LA VOCE DEL MASTER

L’insostenibile prelibatezza del tonno

Il mare per Greenpeace è sempre un luogo speciale da difendere. Dopo la battaglia contro la caccia giapponese alle balene fatta con pretestuosi scopi scientifici, la denuncia della pesca illegale in Mediterraneo con le spadare, Greenpeace si mette dalla parte dei tonni e soprattutto dei consumatori italiani. E lo fa con il rapporto “Tonno in trappola”, un’indagine sui principali marchi che nel nostro paese vendono tonno in scatola

LA VOCE DEL MASTERGreenpeace ha inviato un questionario alle più importanti aziende che vendono tonno in scatola. Sulla base delle risposte (e delle non risposte) è stata stilata la classifica “Rompiscatole” (www.greenpeace.it/tonnointrappola). Ma siamo produttori responsabili e ci preoccupiamo di pescare in modo sostenibile?

L’Italia, che si trova nel bel mezzo del Mediterraneo, è il secondo produttore di tonno in Europa. Nelle nostre acque vive la specie di tonno più pregiata, il tonno rosso (gestito con quote massime annue di prelievo) ricercato come non mai, ora che è esplosa la sushi-mania. “In Italia consumiamo più di 140mila tonnellate di tonno in scatola all’anno,” spiega Giorgia Monti responsabile della campagna Mare di Greenpeace,”ma non esiste sul mercato un marchio realmente sostenibile”.

Lo scudetto della sostenibilità, ma al momento sembra più un premio di consolazione, va a Coop, As do mar e Mare blu. Queste aziende hanno adottato una politica sostenibile, ma molti degli impegni presi devono in gran parte venire realizzati. Fanalino di coda della classifica due marchi prestigiosi come Consorcio e Mare Aperto che non hanno risposto al questionario. La differenza l’hanno fatta non la qualità o la bontà del prodotto che finisce nella scatoletta ma alcuni parametri di sostenibilità ambientale. Perché oggi più che mai qualità significa anche attenzione all’ambiente e alle fasi di produzione di quello che finisce in tavola. Ecco i punti più  significativi per la valutazione; la politica d’acquisto del prodotto, il metodo di pesca, l’etichettatura e il contributo per la creazione di riserve marine.

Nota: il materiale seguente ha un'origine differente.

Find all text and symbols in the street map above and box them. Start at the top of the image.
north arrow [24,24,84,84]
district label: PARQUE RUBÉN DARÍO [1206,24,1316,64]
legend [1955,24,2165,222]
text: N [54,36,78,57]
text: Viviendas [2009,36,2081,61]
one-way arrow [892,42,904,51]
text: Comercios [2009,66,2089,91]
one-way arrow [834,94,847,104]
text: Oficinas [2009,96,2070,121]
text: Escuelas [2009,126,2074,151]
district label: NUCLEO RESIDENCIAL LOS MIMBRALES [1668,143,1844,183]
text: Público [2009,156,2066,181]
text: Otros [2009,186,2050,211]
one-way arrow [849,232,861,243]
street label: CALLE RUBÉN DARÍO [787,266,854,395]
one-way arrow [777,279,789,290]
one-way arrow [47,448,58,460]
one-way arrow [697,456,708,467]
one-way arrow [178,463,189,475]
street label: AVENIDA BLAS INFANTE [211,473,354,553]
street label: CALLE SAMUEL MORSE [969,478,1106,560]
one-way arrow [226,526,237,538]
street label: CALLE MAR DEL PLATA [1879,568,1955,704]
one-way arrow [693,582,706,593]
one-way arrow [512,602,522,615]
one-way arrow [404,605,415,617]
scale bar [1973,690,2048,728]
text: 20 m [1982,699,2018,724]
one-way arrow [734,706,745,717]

Dall’inchiesta emerge il totale disinteresse verso l’istituzione di aree marine protette, uno strumento importante per la protezione degli oceani e la poca attenzione nei confronti del consumatore, a cui vengono fornite poche informazioni e confuse. In alcuni casi sono ancora utilizzati  metodi di pesca impattanti come i Fad (sistemi di aggregazione per pesci) che sono responsabili della cattura di specie protette come tartarughe e  squali.

Quello dell’etichetta è un problema di molti marchi; il consumatore spesso non sa che tonno mangia, né dove è stato pescato né come. Riomare dichiara la qualità del suo tonno pinne gialle da sempre, meglio fa As do mar che commercializza il tonnetto striato, una  specie considerata in buono stato di salute e pescata con metodi non impattanti come la lenza e l’amo.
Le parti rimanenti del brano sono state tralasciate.